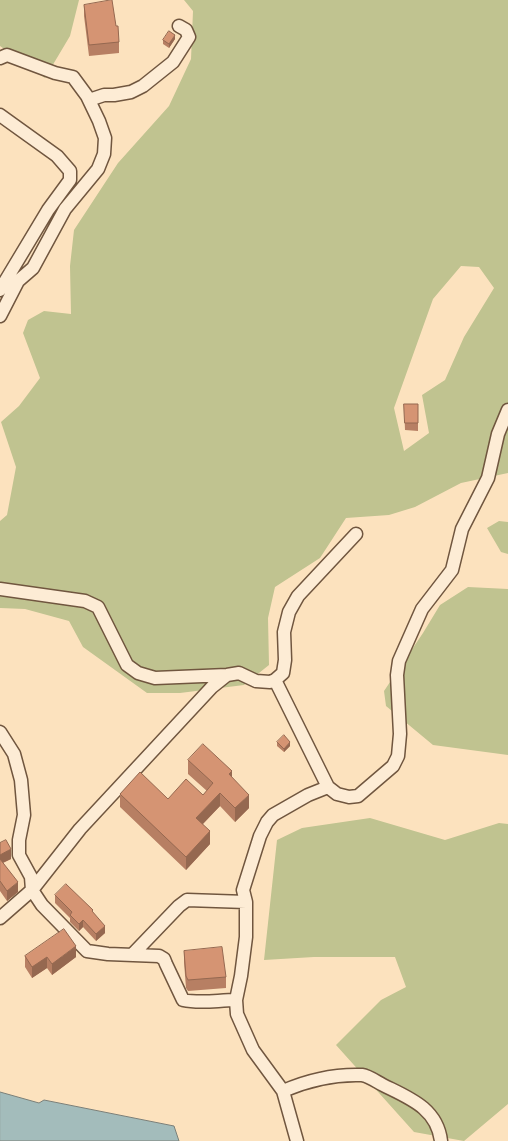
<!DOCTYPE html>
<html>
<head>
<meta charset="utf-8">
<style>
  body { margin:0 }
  canvas { display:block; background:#fce2be }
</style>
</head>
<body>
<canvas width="508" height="1141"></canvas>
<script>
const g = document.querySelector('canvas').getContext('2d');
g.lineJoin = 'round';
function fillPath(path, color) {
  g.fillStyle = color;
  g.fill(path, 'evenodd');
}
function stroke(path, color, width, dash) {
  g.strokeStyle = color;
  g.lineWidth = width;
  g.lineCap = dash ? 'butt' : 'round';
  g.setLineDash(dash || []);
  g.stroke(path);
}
fillPath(new Path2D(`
  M 0,0 L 79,0 L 70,36 L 45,78 L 0,46 Z
  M 184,0 L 508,0 L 508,473 L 461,483 L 415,507 L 389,515 L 346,518 L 320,558 L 275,587 L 268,618 L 269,665 L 244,685 L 180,693 L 147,693 L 83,647 L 69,621 L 25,609 L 0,608 L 0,521 L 7,515 L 16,467 L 1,422 L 19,406 L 40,378 L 23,333 L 28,320 L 44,311 L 71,314 L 70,266 L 74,230 L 118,163 L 169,106 L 191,59 L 193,11 ZM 461,266 L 479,267 L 494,288 L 464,337 L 445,380 L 422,395 L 429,433 L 404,451 L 394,408 L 433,299 Z
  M 499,521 L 508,522 L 508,554 L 501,552 L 487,528 Z
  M 468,587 L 508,589 L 508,755 L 433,745 L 386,706 L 384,691 L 423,633 L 440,605 Z
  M 370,818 L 445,840 L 499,823 L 508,824 L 508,1104 L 464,1141 L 414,1132 L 336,1045 L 381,1000 L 406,987 L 395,957 L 314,957 L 264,960 L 277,840 L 302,828 Z`), '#c0c390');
const water = new Path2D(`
  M 0,1092 L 39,1103 L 44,1100 L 174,1126 L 179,1141 L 0,1141 Z`);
fillPath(water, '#a3bcbb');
stroke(water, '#7c8079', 1);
const minor = new Path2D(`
  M 0,58 L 7,55 L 55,73 L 73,77 L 87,96 L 99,121 L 105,138 L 104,154 L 98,169 L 65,209 L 33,268 L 18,281 L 0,316
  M 89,100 L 104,95 L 114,95 L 131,92 L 143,86 L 173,62 L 189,37 L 186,30 L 179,26
  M 0,115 L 57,156 L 70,171 L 70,180 L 48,210 L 0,290
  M 0,589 L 85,601 L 98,607 L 127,665 L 138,673 L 155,678 L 227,675 L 239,673 L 256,681 L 270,682 L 275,680 L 283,673 L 285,660 L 284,632 L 289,612 L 298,596 L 356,534
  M 275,680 L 328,787 L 337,794 L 349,797 L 358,796 L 393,766 L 398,756 L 400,734 L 397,675 L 399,661 L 422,609 L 452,570 L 462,529 L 488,478 L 498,434 L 508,410
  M 0,732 L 14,754 L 21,780 L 24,815 L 19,840 L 19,855 L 31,877 L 32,890 L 42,905 L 87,951 L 108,954 L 159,956 L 164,959 L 166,964 L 183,1000 C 201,1004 218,1000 236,1000
  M 0,918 L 32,890 L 80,829 L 212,687 L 227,675
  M 132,955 L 179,906 L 187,900 L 246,902
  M 283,1091 C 308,1080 335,1074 362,1075 C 369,1076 377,1082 383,1085 C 409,1098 437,1108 441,1141
  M 297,1141 L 283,1091 L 253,1050 L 237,1014 L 236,1000 L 241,976 L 246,937 L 246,902 L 243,890 L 260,836 L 267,822 L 273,815 L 308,795 L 328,787`);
stroke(minor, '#70563f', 15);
stroke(minor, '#fdecd5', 12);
fillPath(new Path2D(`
  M 84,5 L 116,26 L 119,42 L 119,53 L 89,56 L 84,16 Z
  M 175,39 L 169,48 L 163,44 L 163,40 Z
  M 404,404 L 418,404 L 418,431 L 405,430 Z
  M 277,742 L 290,746 L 284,752 L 277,746 Z
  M 188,760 L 232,778 L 249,808 L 235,822 L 220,806 L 203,824 L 210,844 L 186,870 L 120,807 L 120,794 L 168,799 L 203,795 L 207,791 L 188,774 Z
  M 0,843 L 11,859 L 3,863 L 18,892 L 7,901 L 0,891 Z
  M 55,895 L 93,913 L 105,933 L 96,941 L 83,927 L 79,931 L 70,922 L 70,918 L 55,903 Z
  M 184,951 L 226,977 L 226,988 L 188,991 L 186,988 L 184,962 Z
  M 25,956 L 76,957 L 52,975 L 47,968 L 32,978 L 25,967 Z`), '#b77f63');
fillPath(new Path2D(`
  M 175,35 L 175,39 L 169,48 L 169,44 Z
  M 290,742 L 290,746 L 284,752 L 284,749 Z
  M 232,771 L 232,784 L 229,774 Z
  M 220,793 L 220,806 L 196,831 L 196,818 Z
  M 249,795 L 249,808 L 235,822 L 235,808 Z
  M 210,831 L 210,844 L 186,870 L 186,857 Z
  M 11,849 L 11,859 L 0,864 L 0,855 Z
  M 18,882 L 18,892 L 7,901 L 7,891 Z
  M 83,920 L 83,927 L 79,931 L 79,924 Z
  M 105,926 L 105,933 L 96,941 L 96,934 Z
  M 76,946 L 76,957 L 52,975 L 52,964 Z
  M 47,957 L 47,968 L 32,978 L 32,967 Z`), '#956850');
const building = new Path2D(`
  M 112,0 L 116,26 L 118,26 L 119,42 L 89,45 L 84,5 Z
  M 169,31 L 175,35 L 169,44 L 163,40 Z
  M 404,404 L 418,404 L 418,423 L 405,423 Z
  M 284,735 L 290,742 L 284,749 L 277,742 Z
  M 203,744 L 232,771 L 229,774 L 249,795 L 235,808 L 220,793 L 196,818 L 210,831 L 186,857 L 120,794 L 140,772 L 168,799 L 186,779 L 203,795 L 213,783 L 188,760 Z
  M 6,840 L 11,849 L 0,855 L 0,843 Z
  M 0,859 L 18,882 L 7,891 L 0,881 Z
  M 66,884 L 93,910 L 92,911 L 105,926 L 96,934 L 83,920 L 79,924 L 70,915 L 72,912 L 55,895 Z
  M 64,929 L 76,946 L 52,964 L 47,957 L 32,967 L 25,956 Z
  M 222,947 L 226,977 L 188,980 L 186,976 L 184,951 Z`);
fillPath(building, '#d59473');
stroke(building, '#956850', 1);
</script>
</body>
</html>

::::

→ TASK TO CARRY OUT:
Up to and including the line with "g.lineWidth = width;", repeat every line from the top of the entries exactly, but not the pictures.

→ OUTPUT OF THE TASK:
<!DOCTYPE html>
<html>
<head>
<meta charset="utf-8">
<style>
  body { margin:0 }
  canvas { display:block; background:#fce2be }
</style>
</head>
<body>
<canvas width="508" height="1141"></canvas>
<script>
const g = document.querySelector('canvas').getContext('2d');
g.lineJoin = 'round';
function fillPath(path, color) {
  g.fillStyle = color;
  g.fill(path, 'evenodd');
}
function stroke(path, color, width, dash) {
  g.strokeStyle = color;
  g.lineWidth = width;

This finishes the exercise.